IANAL, but in my state no, a spouse can’t resign your employment for you.

You only have power of attorney for someone if that person gives it to you before any incapacity occurs. And then only in the specific spheres stated in the power of attorney, financial, real estate, business, care of a minor. How likely is it that a SC Justice would have done this? Specifically about her seat on the Court?

Medical Power of Attorney (also signed before any incapacity), only gives power of decisions about health care and then only if the provider in their judgement decides the person is unable to communicate their own decisions. Not about finances, employment, legalities, etc.

Again, a court would have to decide that the person was incompetent to make decisions for themselves. That is a very, very high bar. And who would be a judge that would have the moxie to do that to a Supreme Court Justice? A Guardianship decree does allow the guardian to make any decision about the person but by the time a judge would grant a guardianship employment has long been gone out of the picture.

I am sure there is a process for impeaching a SCOTUS. I have no idea what it is.

Can’t a court grant it to you if you can show the person is not capable of conducting their own affairs?

No, a power of attorney has to be granted by the principal while they are of sound mind.

What a court can do for somebody who is already mentally incapacitated is appoint a legal guardian for them.

Are the legal guardian’s abilities more limited?

No, not in my experience as a nurse operating with health care powers of attorneys.

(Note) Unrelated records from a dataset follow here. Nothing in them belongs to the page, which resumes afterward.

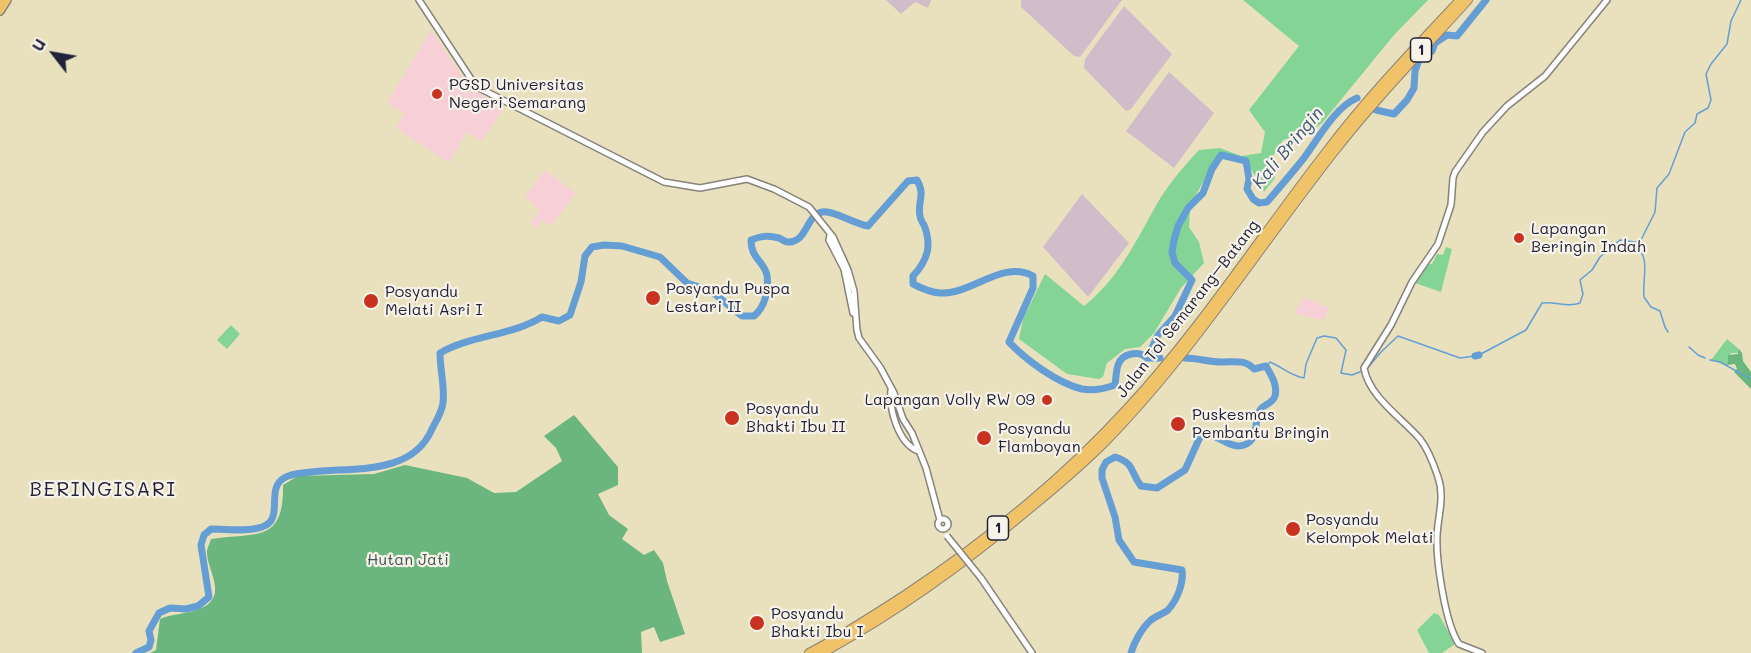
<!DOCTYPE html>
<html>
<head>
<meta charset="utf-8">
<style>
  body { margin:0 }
  #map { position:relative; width:1751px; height:653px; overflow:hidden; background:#e9e1bd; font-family:Mali,sans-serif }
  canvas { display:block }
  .north { position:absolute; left:24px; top:24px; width:60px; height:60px; -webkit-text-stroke:4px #f7f3e8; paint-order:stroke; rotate:301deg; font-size:16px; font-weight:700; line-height:24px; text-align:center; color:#22223b }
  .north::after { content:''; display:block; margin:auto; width:21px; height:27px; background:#22223b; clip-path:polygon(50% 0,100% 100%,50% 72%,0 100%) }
</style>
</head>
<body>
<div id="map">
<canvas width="1751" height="653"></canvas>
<div class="north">U</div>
</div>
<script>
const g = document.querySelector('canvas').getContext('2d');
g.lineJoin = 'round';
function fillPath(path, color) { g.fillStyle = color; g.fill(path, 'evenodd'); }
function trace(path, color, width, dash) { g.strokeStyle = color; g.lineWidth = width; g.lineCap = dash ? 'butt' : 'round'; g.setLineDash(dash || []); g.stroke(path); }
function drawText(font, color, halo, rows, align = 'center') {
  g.font = font + ' Mali,sans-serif'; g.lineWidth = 4.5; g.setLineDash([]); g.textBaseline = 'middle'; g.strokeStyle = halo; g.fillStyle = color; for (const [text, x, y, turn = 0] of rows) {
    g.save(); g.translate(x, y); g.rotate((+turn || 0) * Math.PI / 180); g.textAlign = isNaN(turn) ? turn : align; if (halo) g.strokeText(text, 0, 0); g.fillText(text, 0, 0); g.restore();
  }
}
const built = new Path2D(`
  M431,30l38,56 34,23 -21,32 -15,-9 -18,31 -53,-35 8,-15 -17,-10z
  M545,170l31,23 -25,33 -9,-6 -6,8 -6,-5 10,-13 -15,-13z
  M1304,298l25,10 -5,12 -31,-7z`);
const industrial = new Path2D(`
  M886,0h45l-3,8 -13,-6 -14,12z
  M1021,0h101l-42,57 -6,-1 -53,-49z
  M1124,6l48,48 -41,55 -5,2 -42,-43 1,-9z
  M1169,72l45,41 -40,55 -48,-37z
  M1082,194l47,49 -41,54 -45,-50z`);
const green = new Path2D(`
  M1243,0h185l-34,35 -72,88 -12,9 -27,8 -15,24 7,14 -11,14 -13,-23 -12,-8 -15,-3 -4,1 -7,6 -23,40 -1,22 10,15 5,21 -23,25 -27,45 -14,14 -15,2 -18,14 -4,14 -4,2 -32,-5 -48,-35 4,-20 22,-45 39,32c37,-29 54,-70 77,-109 11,-17 24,-32 38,-47l21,-2 21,8 20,-3 4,-21 -16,-22 50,-64z
  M1446,247l6,2 -11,43 -26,-9 14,-19h3l5,-10 6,1z
  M231,325l9,9 -13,15 -10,-9z
  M1727,339l12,10v4h-8l-4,6v6l-16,-5z
  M1434,613l5,2 16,29 -13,9h-13l-12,-23z`);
const forest = new Path2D(`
  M1739,349l3,4 1,8 8,11v17l-17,-17 3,-3 -2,-5 -8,1 1,-10 10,-1z
  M574,415l44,52v18l-20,9 11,21 19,14 -6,10 22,16 10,-5 9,13 4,18 18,53 -25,8 -6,-15 -13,5 1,21h-492l6,-3 4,-31c12,-5 25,-5 37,-9 34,-12 10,-38 10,-58 0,-4 3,-9 4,-13 45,-7 73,5 72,-54l15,-9 76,-2 31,-9 62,13 27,15 22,-1 46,-31 -6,-13 -12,-12z`);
const stream = new Path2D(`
  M1636,243c15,20 6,32 8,54l7,10 9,4 5,16 3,5
  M1689,347l9,8 7,3
  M1479,355l47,-25 16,-27c13,-2 25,5 38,0l3,-9 -3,-14 12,-10 8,-13 20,-17 15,2 6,-2 14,-28 2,-24 12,-14 16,-42 10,-9 2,-9 11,-6 3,-8 -5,-26 5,-10 16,-20 4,-23 10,-21
  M1710,360l10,2 31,17
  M1266,366l4,-4c12,5 21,14 34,16l2,-14 11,-26 7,-2 12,2 10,12 -5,23 11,2 10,-4
  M1366,370l15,-18 17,-16 62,22 15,-2`);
const river = new Path2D(`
  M1376,110l18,4 13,-14 7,-12 1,-17 4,-11 13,-9 3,-8 12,-8 10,1 29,-36
  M1475,356l4,-1
  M1147,358h13
  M136,653l13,-6 2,-7 -2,-9 10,-18 11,-5 16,1 12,-3 11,-9 -8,-52 3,-10 7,-6c16,0 36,3 51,-2 23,-7 3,-38 22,-49 8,-5 18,-5 27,-6 42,-5 101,4 121,-43 4,-8 10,-17 11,-26 2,-16 -3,-33 -3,-50 31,-18 71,-17 102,-36l17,4 11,-6 11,-33 4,-26 7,-9 12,-2 18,1 38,11 27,26 24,8 31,25h12c11,-9 15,-26 13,-41 -3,-14 -16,-16 -16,-35 10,-4 17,-5 28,-2 3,1 5,4 9,4 19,1 18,-27 34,-30 12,-2 32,12 46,14l40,-45 9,-1c9,16 0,21 3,36 0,2 3,8 4,9 8,20 4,35 -11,51v8c8,4 18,9 27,9 31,2 63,-34 93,-17v12l-24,54c17,18 48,41 73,47 11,2 22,0 33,-4 1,-7 1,-14 3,-20 4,-12 21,-15 29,-7l11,-23 17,-19 17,-36 -17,-17 -3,-11 2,-12 4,-14 10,-18 15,-15 9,-24 9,-14 25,6 3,18 -2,10 6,10 6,4 8,-1c13,-15 25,-29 37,-44 14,-19 31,-51 53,-60
  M1131,653c3,-11 11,-25 20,-33 5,-4 12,-6 17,-10 9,-10 16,-27 14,-40l-48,-8 -15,-22 -4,-23 -13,-39v-8l4,-8 9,-5c20,6 15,15 26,29l16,2 28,-18 15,-33 4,-2c14,-2 26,15 40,10 15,-5 10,-22 15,-33 3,-8 13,-7 16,-16 3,-11 -4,-21 -9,-30l-12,3c-9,-10 -21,-7 -33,-7 -12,0 -24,-4 -36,-4`);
const tertiary = new Path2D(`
  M419,0l52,79 8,9 8,4 177,90 36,6 47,-9 27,10 35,18 24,30 15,33 6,21 3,40
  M830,235l-1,5 15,29 9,44
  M857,330l2,8 21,29 14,26 9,26 9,14 14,35 14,52
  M891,390c-2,19 7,53 27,61
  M938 524a5 5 0 1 1 10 0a5 5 0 1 1-10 0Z
  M981,578l51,75
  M1482,653l-23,-9c-14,-20 -23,-84 -22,-108 1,-21 8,-39 1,-59 -4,-12 -10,-28 -18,-38 -18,-21 -51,-42 -56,-71l27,-43 21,-43 26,-38 13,-39 2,-27 2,-6 28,-40 24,-26 38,-30 62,-76`);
const trunk = new Path2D(`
  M0,1l1,-1
  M0,11l7,-11`);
const motorway = new Path2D(`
  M809,653c33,-17 65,-38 96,-58 80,-53 156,-114 222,-186 74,-80 133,-172 200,-258 41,-54 87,-102 133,-151
  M822,653c74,-40 142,-89 206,-143 27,-22 53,-44 77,-68 86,-88 152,-192 228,-289 42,-54 89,-102 135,-153`);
const tertiaryBridge = new Path2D(`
  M947,536l34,42`);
const markers = [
  [437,94,6,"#c8321e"],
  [1519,238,6,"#c8321e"],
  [653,298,8,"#c8321e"],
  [371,301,8,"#c8321e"],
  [1047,400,6,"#c8321e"],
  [732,418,8,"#c8321e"],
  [1178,424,8,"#c8321e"],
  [984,438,8,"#c8321e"],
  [1293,529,8,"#c8321e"],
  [757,623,8,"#c8321e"]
];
const shields = [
  [1421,50,21],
  [998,528,21]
];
const shieldNames = [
  ["1",1421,50],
  ["1",998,528]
];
const poiNames = [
  ["PGSD Universitas",449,85],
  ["Negeri Semarang",449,103],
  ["Lapangan",1531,229],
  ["Beringin Indah",1531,247],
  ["Posyandu Puspa",666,289],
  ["Lestari II",666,307],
  ["Posyandu",385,292],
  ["Melati Asri I",385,310],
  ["Lapangan Volly RW 09",1035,400,"right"],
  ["Posyandu",746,409],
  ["Bhakti Ibu II",746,427],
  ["Puskesmas",1192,415],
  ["Pembantu Bringin",1192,433],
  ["Posyandu",998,429],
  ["Flamboyan",998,447],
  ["Posyandu",1306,520],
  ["Kelompok Melati",1306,538],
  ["Posyandu",771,614],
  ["Bhakti Ibu I",771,632]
];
const streetNames = [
  ["Jalan Tol Semarang–Batang",1188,309,-52]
];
const parkNames = [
  ["Hutan Jati",408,560]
];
const waterNames = [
  ["Kali Bringin",1288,148,-50]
];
const quarterNames = [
  ["BERINGISARI",103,490]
];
fillPath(built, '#f6cfd7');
fillPath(industrial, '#d1bdc9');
fillPath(green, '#83d495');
fillPath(forest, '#6ab67e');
trace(stream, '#659ed4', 1.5);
trace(river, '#659ed4', 7);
trace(tertiary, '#86827c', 8);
trace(trunk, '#86827c', 10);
trace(motorway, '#86827c', 10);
trace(tertiary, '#fff', 5);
trace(trunk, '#f1c369', 7);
trace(motorway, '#f1c369', 8);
trace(tertiaryBridge, '#86827c', 8, []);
trace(tertiaryBridge, '#fff', 5);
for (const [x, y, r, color] of markers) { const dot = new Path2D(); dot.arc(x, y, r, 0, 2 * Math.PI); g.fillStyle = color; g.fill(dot); trace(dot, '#f7f3e8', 2); }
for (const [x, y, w] of shields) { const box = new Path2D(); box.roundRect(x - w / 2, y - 12, w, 24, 4.5); g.fillStyle = '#f7f3e8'; g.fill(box); trace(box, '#22223b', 1.5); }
drawText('bold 15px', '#22223b', null, shieldNames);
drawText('16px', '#22223b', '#f7f3e8', poiNames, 'left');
drawText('16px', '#22223b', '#f7f3e8', streetNames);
drawText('16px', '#3f5756', '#f7f3e8', parkNames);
drawText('italic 18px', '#3d5478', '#f7f3e8', waterNames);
g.letterSpacing = '1.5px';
drawText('20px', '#22223b', '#f7f3e8', quarterNames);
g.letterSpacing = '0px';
</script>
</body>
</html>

Powers of attorney are granted by the person while the person has full capacity. POA’s essentially say “Whack A Mole can sign my stock option orders for me because I can’t be there or I don’t feel like it or I can’t be bothered to show up at the real estate closing. These POA expire Dec 31, 2020”.

A judge can grant such powers but they aren’t powers of attorney, as far as I know. Specific state bar association web sites usually have good information about a specific state’s laws, as do many law school’s web sites.

So what happens when someone does not write a medical/durable power of attorney before they become mentally unstable enough that they cannot sign a legal document or participate in their care?

The doctor has a huge dilemma if medical care decisions need to be made. How that ensues is very laborious and treacherous for physicians. Just ask one. They can do it but they hold their breath and most often ask other physicians to collaborate with them in determining that this is warranted. Which is how we wind up with people on life support beyond almost all reason when some one hasn’t left either a durable health care POA or a living will or somehow designated an alternate decision maker. If family members disagree, then a legal process has to be initiated and a guardian appointed.

Wikipedia consulted. The process for impeaching a SCOTUS Justice is exactly the same as for the President or other high offices, including other federal judges.

Speaking from personal experience, people are often willing to grant a large benefit of a doubt when there is no evidence of ill intent and nobody is arguing the point. I was given a durable power of attorney for my father. A lawyer wrote it up and we had my father sign it. But quite frankly, if anyone had argued the point, they would have had an easy time showing that my father was no longer capable of understanding such a document or making decisions like this. But the reality was we were all acting in my father’s best interests so everyone pretended he was mentally competent enough to sign.